In a nutshell: Ceph is a massive resilient storage service, and Rook automates it for Kubernetes.
Now to the point of this post, let’s run Rook & Ceph on Kubernetes and see for ourselves how awesome it is! To follow along you’ll need a GCP project. We’ll create some billable resources for the duration of the tutorial, but you can delete them all as soon as we’re done. Make sure you have gcloud
set up locally (instructions here), which should include kubectl
, or to save time you can just use cloud shell.
Create a GKE Cluster
Let’s start by creating a regional GKE cluster with the gcloud
command. Note that we’ll run Ubuntu on our nodes, not COS, to give us a bit more flexibility. I’m creating my cluster in us-central1
but feel free to choose another region.
gcloud container clusters create "demo-cluster" --region "us-central1" --no-enable-basic-auth --machine-type "n1-standard-2" --num-nodes "1" --image-type "UBUNTU" --disk-size "100" --disk-type "pd-standard" --no-issue-client-certificate --enable-autoupgrade --enable-ip-alias --addons HorizontalPodAutoscaling,HttpLoadBalancing --cluster-version "1.13.11-gke.15" --enable-autorepair --scopes "https://www.googleapis.com/auth/devstorage.read_only","https://www.googleapis.com/auth/logging.write","https://www.googleapis.com/auth/monitoring","https://www.googleapis.com/auth/servicecontrol","https://www.googleapis.com/auth/service.management.readonly","https://www.googleapis.com/auth/trace.append"
It will take a few minutes to create your cluster, after which you can set up your local kubectl
with:
gcloud container clusters get-credentials demo-cluster --region=us-central1
Deploy the Rook Operator
Next we’ll deploy Rook’s Custom Resource Definitions (CRDs) and Operator to our cluster.
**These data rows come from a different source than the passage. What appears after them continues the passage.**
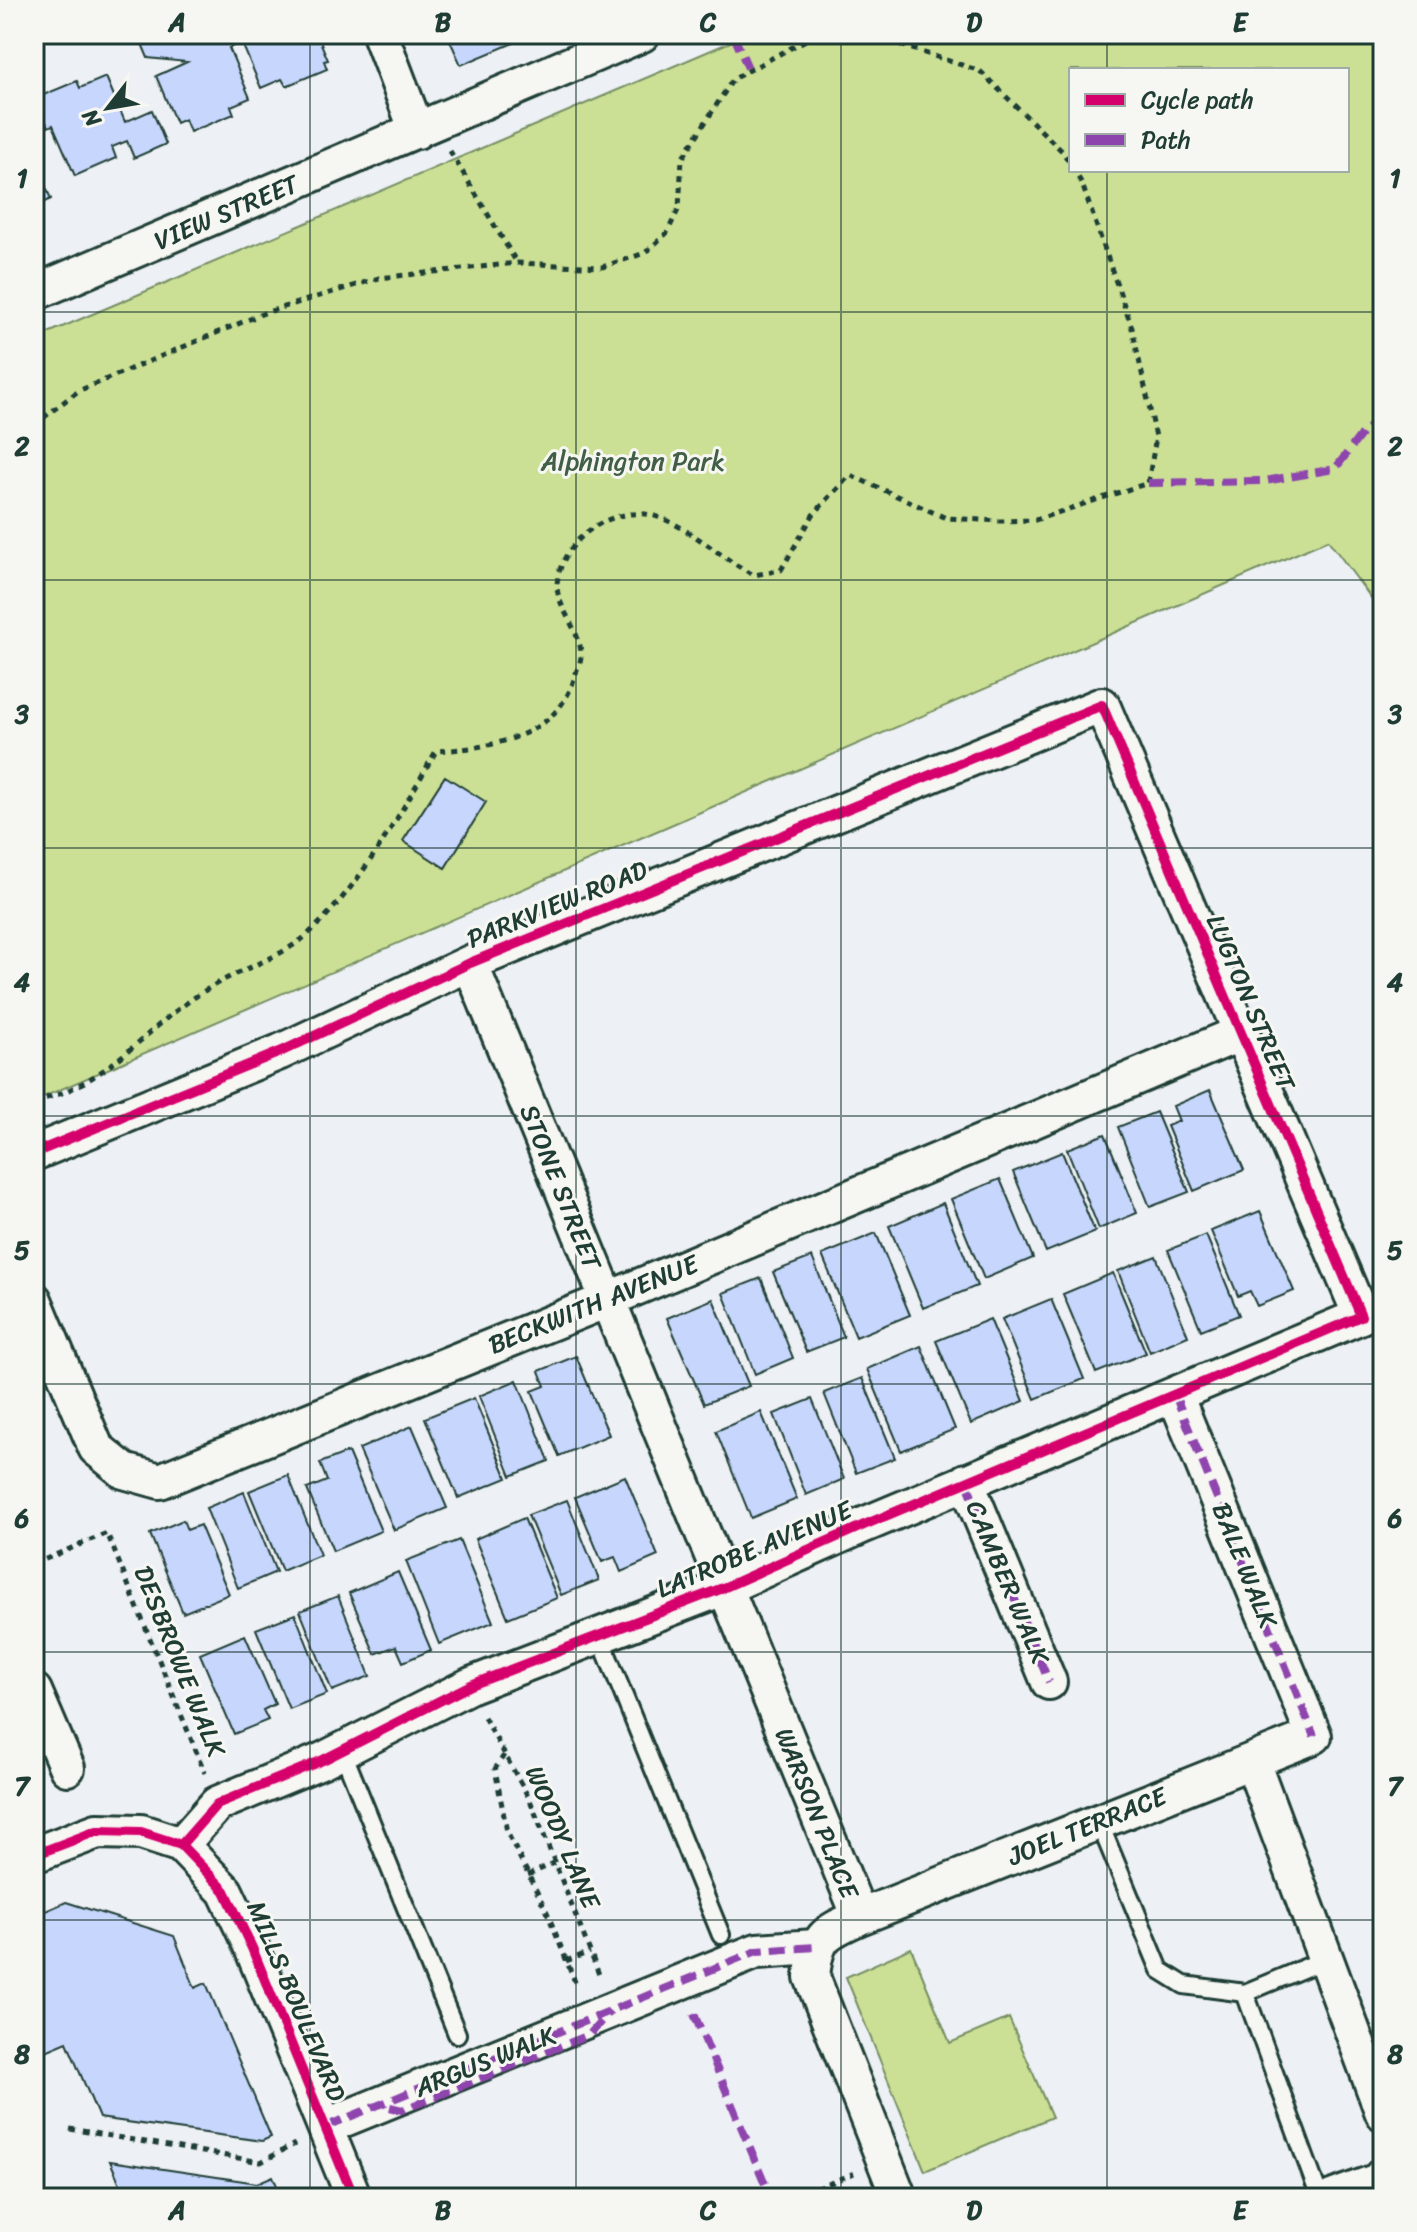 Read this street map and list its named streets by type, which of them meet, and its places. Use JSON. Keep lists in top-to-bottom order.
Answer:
{
  "streets": {
    "street": [
      "VIEW STREET",
      "PARKVIEW ROAD",
      "LUGTON STREET",
      "STONE STREET",
      "BECKWITH AVENUE",
      "LATROBE AVENUE",
      "BALE WALK",
      "CAMBER WALK",
      "WARSON PLACE",
      "JOEL TERRACE",
      "MILLS BOULEVARD",
      "ARGUS WALK"
    ],
    "path": ["DESBROWE WALK", "WOODY LANE"]
  },
  "crossings": [
    ["PARKVIEW ROAD", "LUGTON STREET"],
    ["PARKVIEW ROAD", "STONE STREET"],
    ["LUGTON STREET", "BECKWITH AVENUE"],
    ["LUGTON STREET", "LATROBE AVENUE"],
    ["STONE STREET", "BECKWITH AVENUE"],
    ["STONE STREET", "LATROBE AVENUE"],
    ["STONE STREET", "WARSON PLACE"],
    ["LATROBE AVENUE", "BALE WALK"],
    ["LATROBE AVENUE", "CAMBER WALK"],
    ["LATROBE AVENUE", "DESBROWE WALK"],
    ["LATROBE AVENUE", "WARSON PLACE"],
    ["LATROBE AVENUE", "WOODY LANE"],
    ["LATROBE AVENUE", "MILLS BOULEVARD"],
    ["BALE WALK", "JOEL TERRACE"],
    ["WARSON PLACE", "JOEL TERRACE"],
    ["WARSON PLACE", "ARGUS WALK"],
    ["WOODY LANE", "ARGUS WALK"],
    ["MILLS BOULEVARD", "ARGUS WALK"]
  ],
  "parks": ["Alphington Park"],
  "legend": ["Cycle path", "Path"],
  "north": "bottom left",
  "grid": {
    "columns": [
      "A",
      "B",
      "C",
      "D",
      "E"
    ],
    "rows": [
      "1",
      "2",
      "3",
      "4",
      "5",
      "6",
      "7",
      "8"
    ]
  }
} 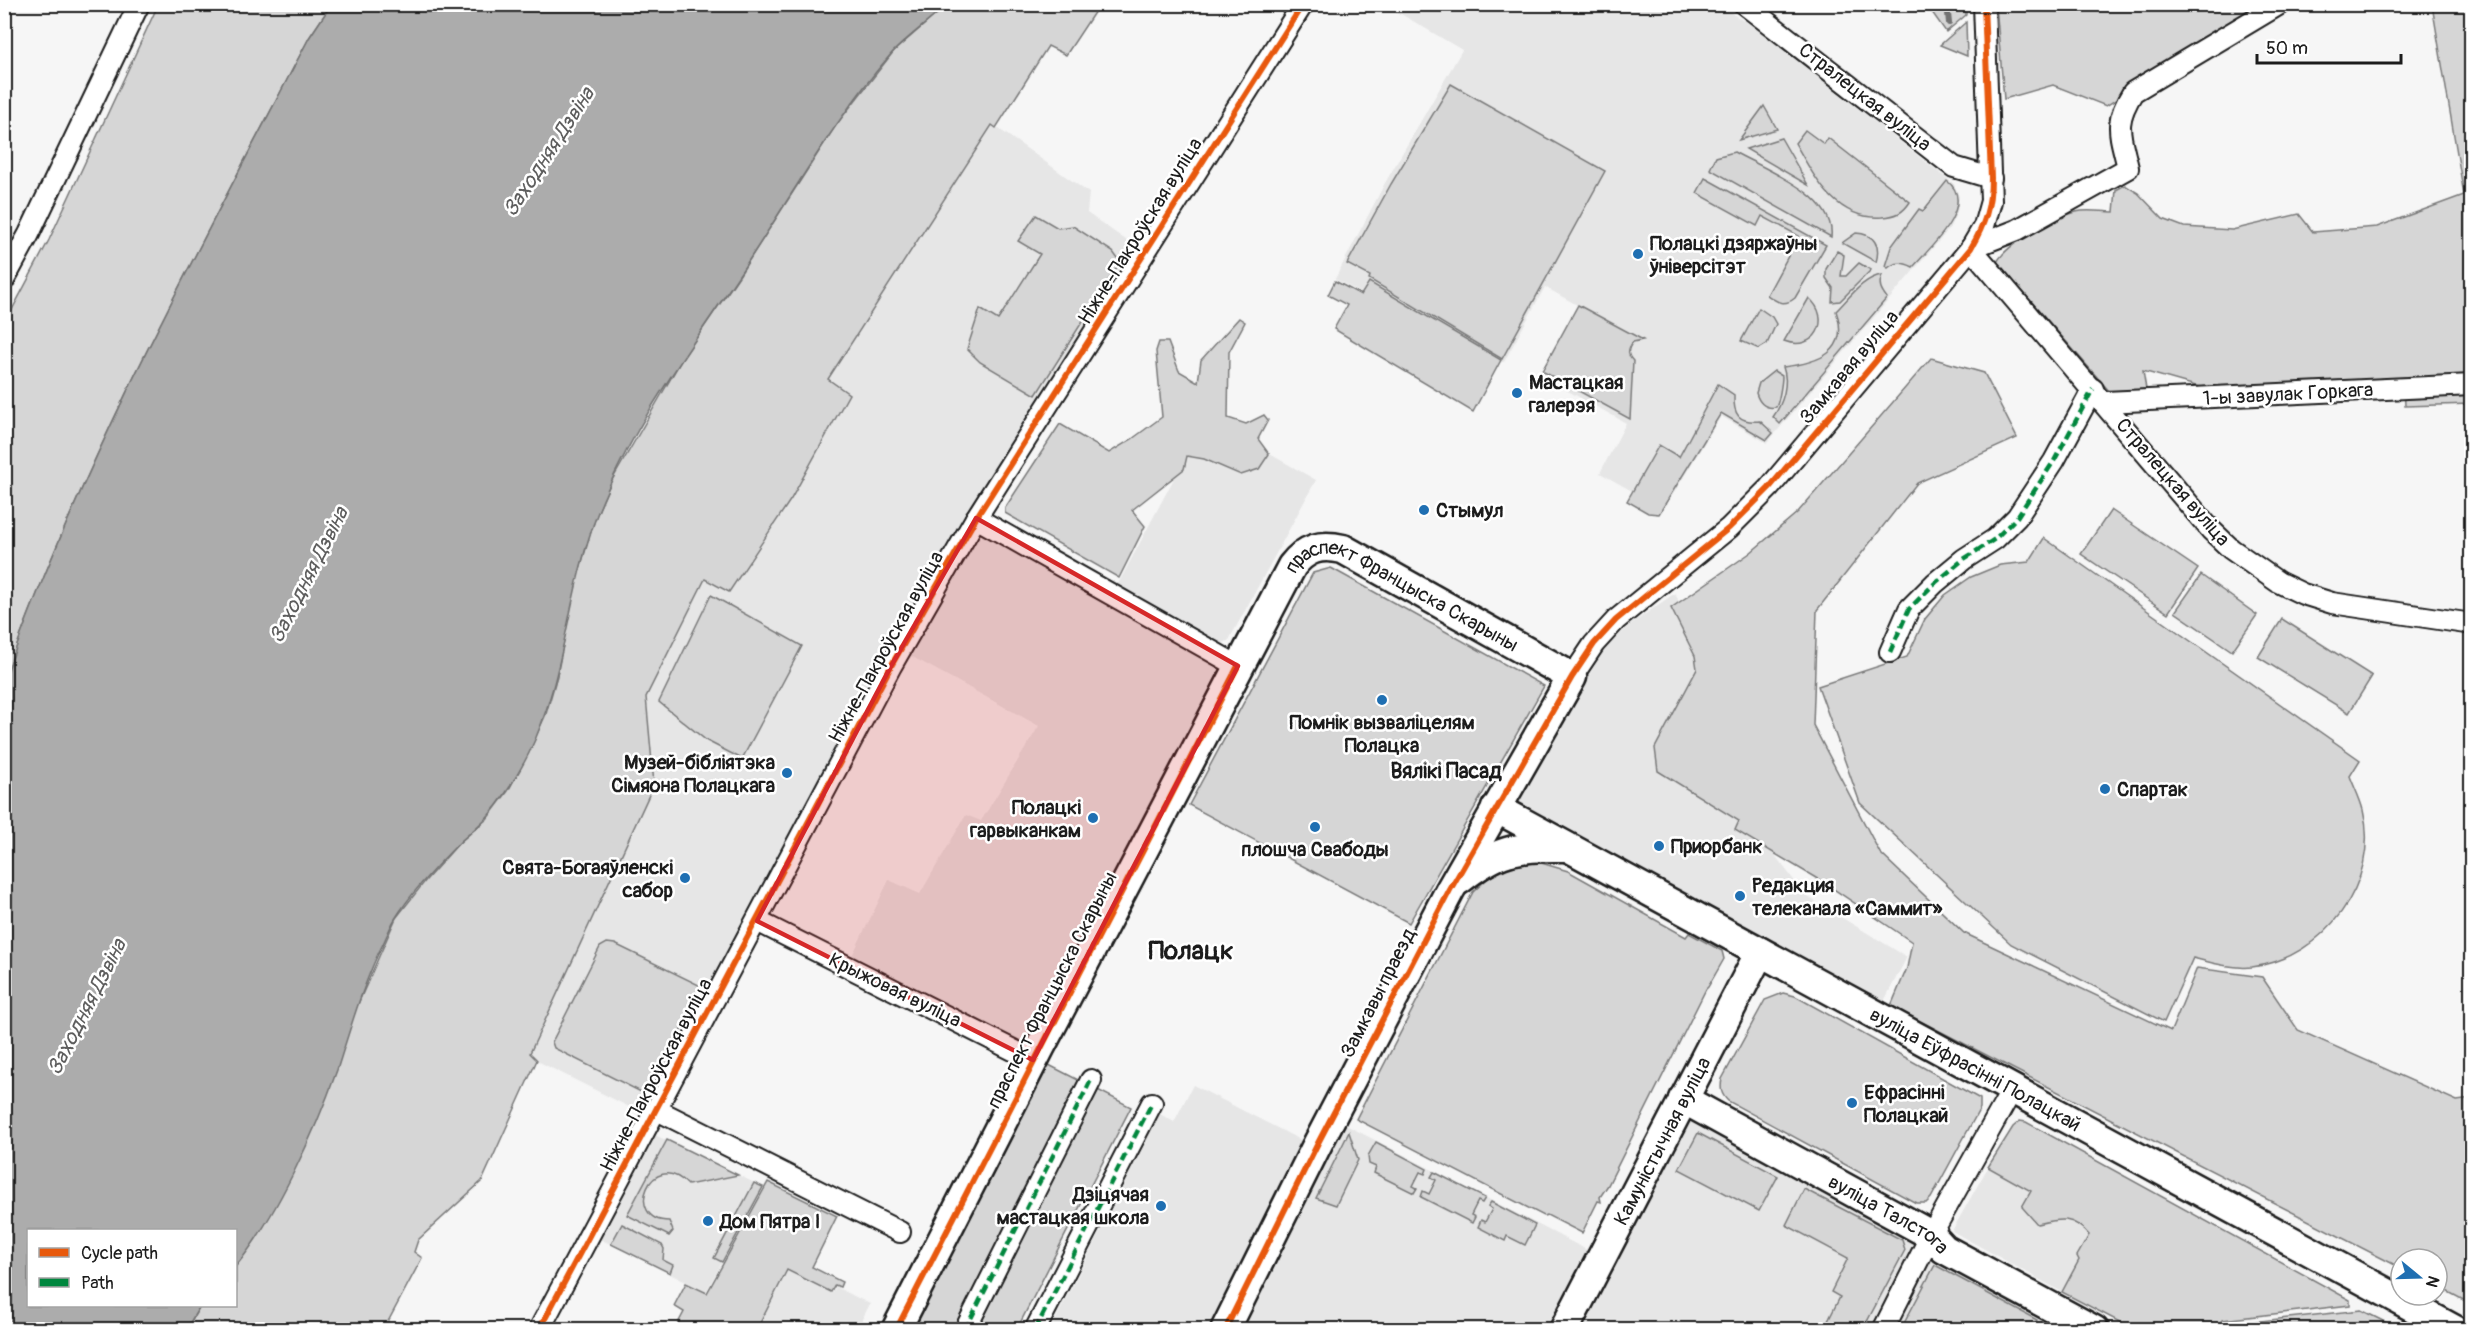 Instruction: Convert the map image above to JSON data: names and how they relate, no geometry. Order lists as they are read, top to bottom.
{
  "streets": {
    "street": [
      "Стралецкая вуліца",
      "Ніжне-Пакроўская вуліца",
      "Замкавая вуліца",
      "1-ы завулак Горкага",
      "праспект Францыска Скарыны",
      "Крыжовая вуліца",
      "Замкавы праезд",
      "вуліца Еўфрасінні Полацкай",
      "Камуністычная вуліца",
      "вуліца Талстога"
    ]
  },
  "crossings": [
    ["Стралецкая вуліца", "Замкавая вуліца"],
    ["Стралецкая вуліца", "1-ы завулак Горкага"],
    ["Ніжне-Пакроўская вуліца", "Крыжовая вуліца"],
    ["Замкавая вуліца", "праспект Францыска Скарыны"],
    ["Замкавая вуліца", "Замкавы праезд"],
    ["праспект Францыска Скарыны", "Крыжовая вуліца"],
    ["праспект Францыска Скарыны", "Замкавы праезд"],
    ["Замкавы праезд", "вуліца Еўфрасінні Полацкай"],
    ["вуліца Еўфрасінні Полацкай", "Камуністычная вуліца"],
    ["Камуністычная вуліца", "вуліца Талстога"]
  ],
  "districts": ["Вялікі Пасад", "Полацк"],
  "water": ["Заходняя Дзвіна"],
  "places": [
    "Полацкі дзяржаўны ўніверсітэт",
    "Мастацкая галерэя",
    "Стымул",
    "Помнік вызваліцелям Полацка",
    "Музей-бібліятэка Сімяона Полацкага",
    "Спартак",
    "Полацкі гарвыканкам",
    "плошча Свабоды",
    "Приорбанк",
    "Свята-Богаяўленскі сабор",
    "Редакция телеканала «Саммит»",
    "Ефрасінні Полацкай",
    "Дзіцячая мастацкая школа",
    "Дом Пятра І"
  ],
  "legend": ["Cycle path", "Path"],
  "scale_bar": "50 m",
  "north": "right"
}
Thankfully, all the manifests required for this are provided in Rook’s git repo. We can find what we need in the examples/ceph
directory:
git clone https://github.com/rook/rook
cd rook/cluster/examples/kubernetes/ceph
Before we actually deploy these manifests, we need to make a quick change to the operator.yaml
file. Open it up and locate the following lines (somewhere around line 79):
# - name: FLEXVOLUME_DIR_PATH
# value: ""
Change them to:
- name: FLEXVOLUME_DIR_PATH
value: "/home/kubernetes/flexvolume"
(The -
should be vertically aligned to the previous #
above it)
This allows Rook to use a local volume. Now we can create the CRDs and Operator:
kubectl create -f common.yaml
kubectl create -f operator.yaml
It will take a while for all the pods involved in Rook’s operator to be happy. You can keep an eye on things with:
watch kubectl -n rook-ceph get pods
When you have a rook-ceph-operator
pod and 3 rook-discover
pods, you’re ready to move on and you can CTRL-C
out of watching the output. At this point you might want to move out of the Rook git repo directory.
Create the Ceph cluster and storage class
Next we’ll create the Ceph cluster. This is basically our cluster of Ceph agents that provide the storage service. Create the following ceph-cluster.yaml
:
apiVersion: ceph.rook.io/v1
kind: CephCluster
metadata:
name: rook-ceph
namespace: rook-ceph
spec:
cephVersion:
image: ceph/ceph:v14.2
dataDirHostPath: /var/lib/rook
mon:
count: 3
dashboard:
enabled: true
storage:
storageClassDeviceSets:
- name: set1
count: 3
portable: false
volumeClaimTemplates:
- metadata:
name: data
spec:
resources:
requests:
storage: 10Gi
volumeMode: Block
accessModes:
- ReadWriteOnce
This cluster manifest defines things like the version of Ceph we’re using, and where Ceph can store its data. We specify a dataDirHostPath
to tell it to use the local disk of the Kubernetes node it runs on, and on each node it will create a 10Gb block.
Next we create ceph-blockpool.yaml
:
apiVersion: ceph.rook.io/v1
kind: CephBlockPool
metadata:
name: replicapool
namespace: rook-ceph
spec:
failureDomain: host
replicated:
size: 3
A CephBlockPool
is how we create a replicated block storage service. As I mentioned before, block storage is just one type of storage that Ceph can provide, but this is what we need if we want to create virtual disks (or persistent volumes).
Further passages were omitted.